───── Records for this task ─────

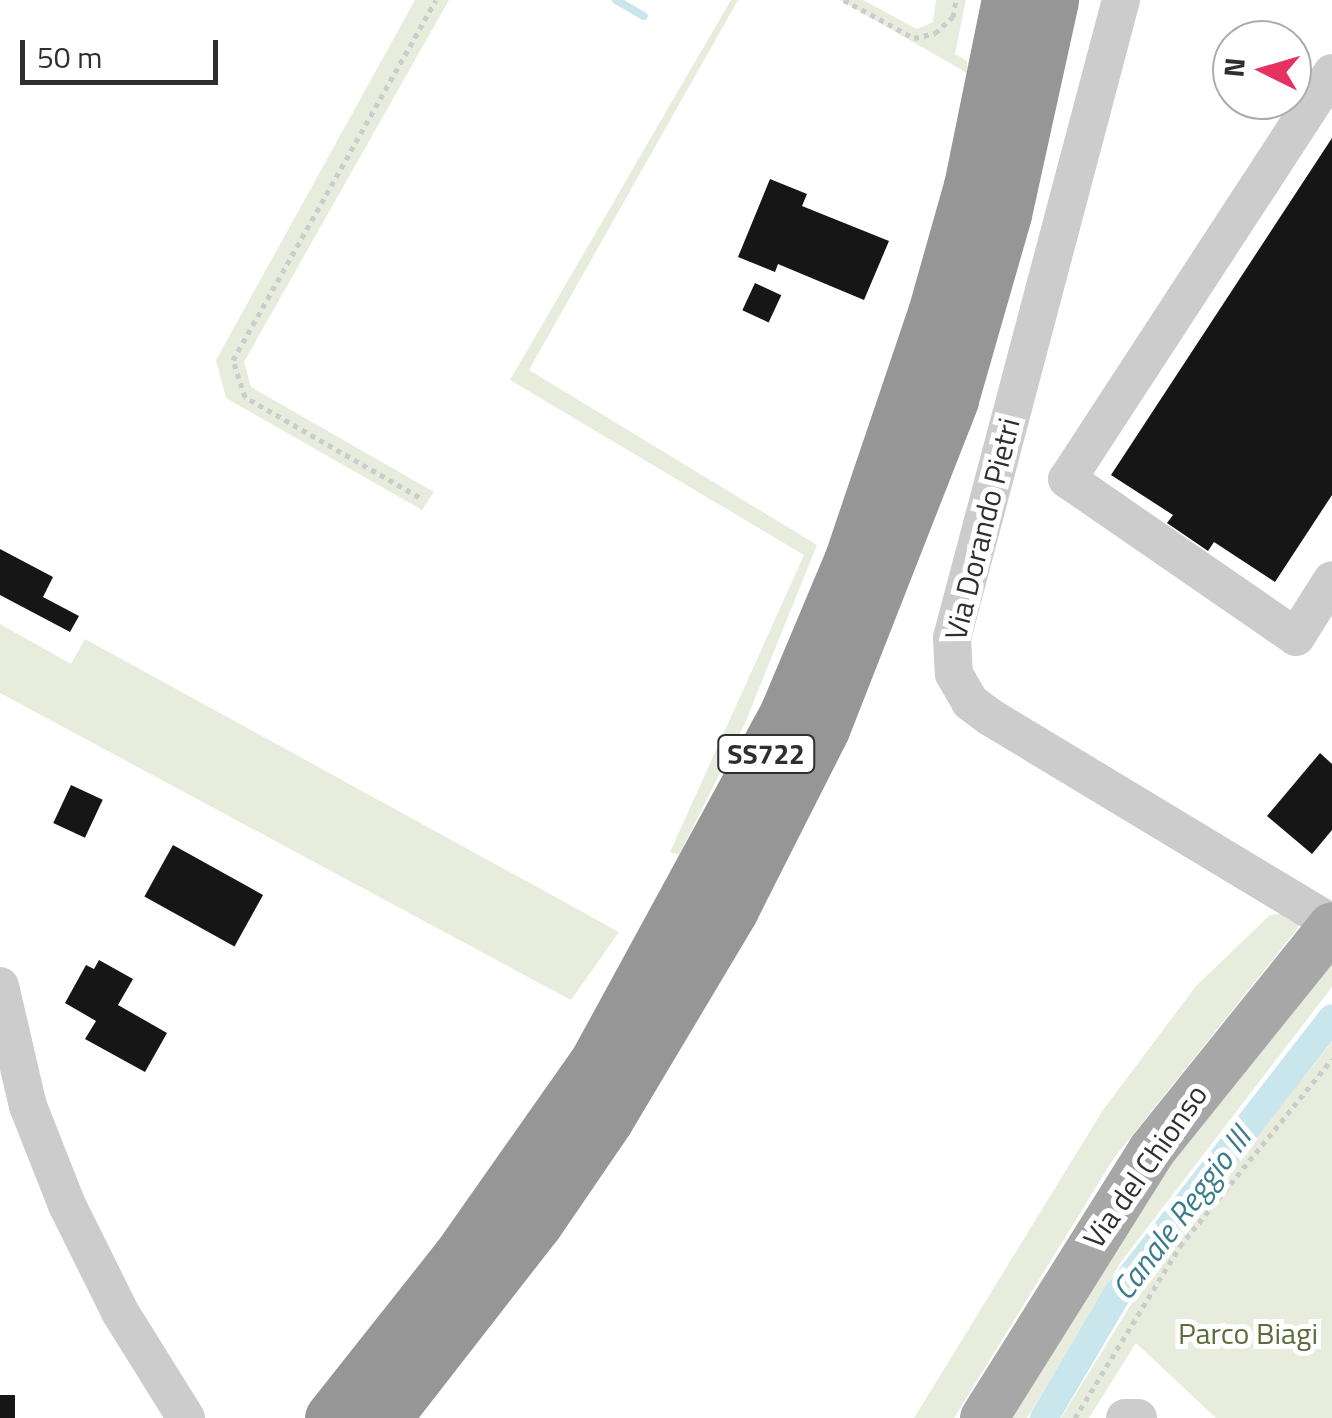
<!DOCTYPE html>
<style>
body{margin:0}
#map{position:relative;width:1332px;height:1418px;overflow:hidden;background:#fff;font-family:"Titillium Web",sans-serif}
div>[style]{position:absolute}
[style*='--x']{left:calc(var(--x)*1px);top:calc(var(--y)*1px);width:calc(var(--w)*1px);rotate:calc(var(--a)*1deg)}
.green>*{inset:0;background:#e8ecdd}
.stream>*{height:8px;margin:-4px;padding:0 4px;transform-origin:4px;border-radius:4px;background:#c9e6ec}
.canal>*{height:28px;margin:-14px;padding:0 14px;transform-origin:14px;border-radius:14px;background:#c9e6ec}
.building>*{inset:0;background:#161616;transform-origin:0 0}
.path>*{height:5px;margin-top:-2.5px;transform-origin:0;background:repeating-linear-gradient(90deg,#ccc 0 5px,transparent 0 10px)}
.minor>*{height:38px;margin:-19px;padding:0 19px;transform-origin:19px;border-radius:19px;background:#ccc}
.major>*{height:48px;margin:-24px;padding:0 24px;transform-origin:24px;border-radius:24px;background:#a7a7a7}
.highway>*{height:55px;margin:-27.5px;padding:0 27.5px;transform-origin:27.5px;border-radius:27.5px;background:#969696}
span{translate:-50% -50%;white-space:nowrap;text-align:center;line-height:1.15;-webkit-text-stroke:10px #fff;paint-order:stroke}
.shield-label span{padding:2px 8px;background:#fff;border:2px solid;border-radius:8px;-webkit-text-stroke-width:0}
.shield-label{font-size:28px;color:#2f2f2f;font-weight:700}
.street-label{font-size:30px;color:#2f2f2f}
.park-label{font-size:30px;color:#5c6c3c}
.water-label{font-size:32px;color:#3a7c8c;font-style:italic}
.north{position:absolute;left:1212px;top:20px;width:100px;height:100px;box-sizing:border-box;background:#fff;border:2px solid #acacac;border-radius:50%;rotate:275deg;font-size:28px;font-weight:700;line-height:40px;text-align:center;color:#2f2f2f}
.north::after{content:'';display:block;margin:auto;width:35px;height:45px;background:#e73163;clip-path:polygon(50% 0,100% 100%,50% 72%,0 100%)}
.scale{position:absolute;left:20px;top:40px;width:198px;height:45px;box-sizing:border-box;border:5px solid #2f2f2f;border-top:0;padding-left:12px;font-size:30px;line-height:35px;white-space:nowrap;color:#2f2f2f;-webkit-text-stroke:8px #fff;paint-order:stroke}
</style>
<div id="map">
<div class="green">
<i style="clip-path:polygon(415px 0,449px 0,244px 362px,251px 387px,434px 492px,422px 510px,226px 398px,216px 360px)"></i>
<i style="clip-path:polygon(731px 0,738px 0,529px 370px,817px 545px,745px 723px,679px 855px,670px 852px,804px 555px,510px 380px)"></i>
<i style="clip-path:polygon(840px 0,863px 0,917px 29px,933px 22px,936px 0,966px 0,955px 54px,967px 61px,967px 73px)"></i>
<i style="clip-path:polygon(0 624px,71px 664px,85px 639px,619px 932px,571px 1000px,0 693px)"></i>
<i style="clip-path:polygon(1286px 913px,1302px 920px,1294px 933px,1114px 1158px,954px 1418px,914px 1418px,1103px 1110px,1196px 986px,1270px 915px)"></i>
<i style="clip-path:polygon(1332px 953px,1332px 987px,1121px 1262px,1027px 1418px,1000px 1418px,1119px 1220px)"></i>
<i style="clip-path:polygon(1332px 1042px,1332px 1418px,1216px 1418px,1136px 1343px,1089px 1418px,1061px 1418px,1164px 1251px)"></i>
</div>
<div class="stream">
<i style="--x:616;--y:0;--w:32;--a:30"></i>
</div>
<div class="canal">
<i style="--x:1044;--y:1418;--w:145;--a:-59.4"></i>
<i style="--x:1118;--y:1293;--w:348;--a:-52.1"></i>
</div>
<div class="building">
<i style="clip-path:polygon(1332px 138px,1332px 495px,1275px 582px,1214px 542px,1208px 551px,1167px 523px,1173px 515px,1111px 475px)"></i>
<i style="clip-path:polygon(770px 179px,807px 194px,802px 206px,889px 241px,864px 300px,778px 264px,775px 272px,738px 257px)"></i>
<i style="left:755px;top:283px;width:29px;height:30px;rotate:25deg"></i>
<i style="clip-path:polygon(0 549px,53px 577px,43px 597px,79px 616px,70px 632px,0 595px)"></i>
<i style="clip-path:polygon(1320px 753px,1332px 764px,1332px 830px,1312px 854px,1267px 816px)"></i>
<i style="left:71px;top:785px;width:35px;height:42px;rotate:25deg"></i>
<i style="left:173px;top:845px;width:103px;height:59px;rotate:29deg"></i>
<i style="clip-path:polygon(99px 960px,133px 979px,118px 1005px,167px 1033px,145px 1072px,85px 1039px,96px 1021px,65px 1003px,86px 965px,94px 969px)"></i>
<i style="left:0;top:1395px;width:15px;height:23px"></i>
</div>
<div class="path">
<i style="--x:844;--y:0;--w:80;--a:28.5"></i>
<i style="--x:914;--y:38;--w:22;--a:-13"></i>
<i style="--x:935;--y:33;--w:24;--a:-42"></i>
<i style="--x:953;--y:17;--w:17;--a:-80"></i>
<i style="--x:419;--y:497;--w:201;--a:-150.1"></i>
<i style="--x:245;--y:397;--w:39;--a:-108"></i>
<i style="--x:233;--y:360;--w:413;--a:-60.6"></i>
<i style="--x:1075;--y:1418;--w:202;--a:-58.6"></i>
<i style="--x:1180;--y:1246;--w:241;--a:-50.9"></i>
</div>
<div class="minor">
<i style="--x:1121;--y:0;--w:660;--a:104.84"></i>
<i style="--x:952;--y:638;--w:36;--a:87"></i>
<i style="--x:954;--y:674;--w:32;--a:60"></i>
<i style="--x:970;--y:702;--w:25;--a:37"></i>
<i style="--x:990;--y:717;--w:399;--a:31.1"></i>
<i style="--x:1332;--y:73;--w:485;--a:123.1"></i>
<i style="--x:1067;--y:479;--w:278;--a:34.6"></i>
<i style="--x:1296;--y:637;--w:67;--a:-57.7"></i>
<i style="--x:0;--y:986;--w:123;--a:76.9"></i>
<i style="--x:28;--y:1106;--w:106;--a:68.5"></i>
<i style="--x:67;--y:1205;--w:119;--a:63.6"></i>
<i style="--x:120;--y:1312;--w:125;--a:58.1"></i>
<i style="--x:1125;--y:1418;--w:13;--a:0"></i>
</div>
<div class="major">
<i style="--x:984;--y:1418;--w:316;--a:-57.9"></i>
<i style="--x:1152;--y:1150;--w:287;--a:-51.2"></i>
</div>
<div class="highway">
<i style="--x:332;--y:1418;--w:204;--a:-51.6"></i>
<i style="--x:459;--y:1258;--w:242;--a:-54.9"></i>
<i style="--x:598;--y:1060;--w:395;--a:-61.4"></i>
<i style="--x:787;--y:713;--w:165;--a:-67.2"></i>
<i style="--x:851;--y:561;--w:262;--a:-71.3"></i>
<i style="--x:935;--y:313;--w:132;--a:-74.2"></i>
<i style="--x:971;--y:186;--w:190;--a:-78.5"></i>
<i style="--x:383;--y:1418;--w:247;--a:-52.1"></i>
<i style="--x:535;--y:1223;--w:126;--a:-55.7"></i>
<i style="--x:606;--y:1119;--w:244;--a:-59.2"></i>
<i style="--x:731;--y:909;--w:202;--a:-63.2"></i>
<i style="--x:822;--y:729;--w:354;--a:-68.6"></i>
<i style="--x:951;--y:399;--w:192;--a:-74"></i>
<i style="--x:1004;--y:214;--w:219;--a:-77.6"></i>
</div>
<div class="shield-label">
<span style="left:766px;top:754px">SS722</span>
</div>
<div class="street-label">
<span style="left:982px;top:529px;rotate:-76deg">Via Dorando Pietri</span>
<span style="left:1145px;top:1166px;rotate:-55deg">Via del Chionso</span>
</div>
<div class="park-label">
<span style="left:1248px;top:1333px">Parco Biagi</span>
</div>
<div class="water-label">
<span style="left:1181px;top:1213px;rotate:-53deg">Canale Reggio III</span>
</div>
<div class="north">N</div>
<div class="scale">50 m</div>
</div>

─────

### What the task asks
Copy out every line in the records where the word "stream" is found.

### Expected answer
.stream>*{height:8px;margin:-4px;padding:0 4px;transform-origin:4px;border-radius:4px;background:#c9e6ec}
<div class="stream">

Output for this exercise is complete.